Your instructions:
From the first line to the last, retype the data below exactly.

Exercise input:
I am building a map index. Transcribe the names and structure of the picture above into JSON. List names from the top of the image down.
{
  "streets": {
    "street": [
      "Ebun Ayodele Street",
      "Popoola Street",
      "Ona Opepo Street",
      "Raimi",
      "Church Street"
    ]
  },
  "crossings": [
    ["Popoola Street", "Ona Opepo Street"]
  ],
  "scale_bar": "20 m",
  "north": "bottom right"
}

Result for this task:
I am building a map index. Transcribe the names and structure of the picture above into JSON. List names from the top of the image down.
{
  "streets": {
    "street": [
      "Ebun Ayodele Street",
      "Popoola Street",
      "Ona Opepo Street",
      "Raimi",
      "Church Street"
    ]
  },
  "crossings": [
    ["Popoola Street", "Ona Opepo Street"]
  ],
  "scale_bar": "20 m",
  "north": "bottom right"
}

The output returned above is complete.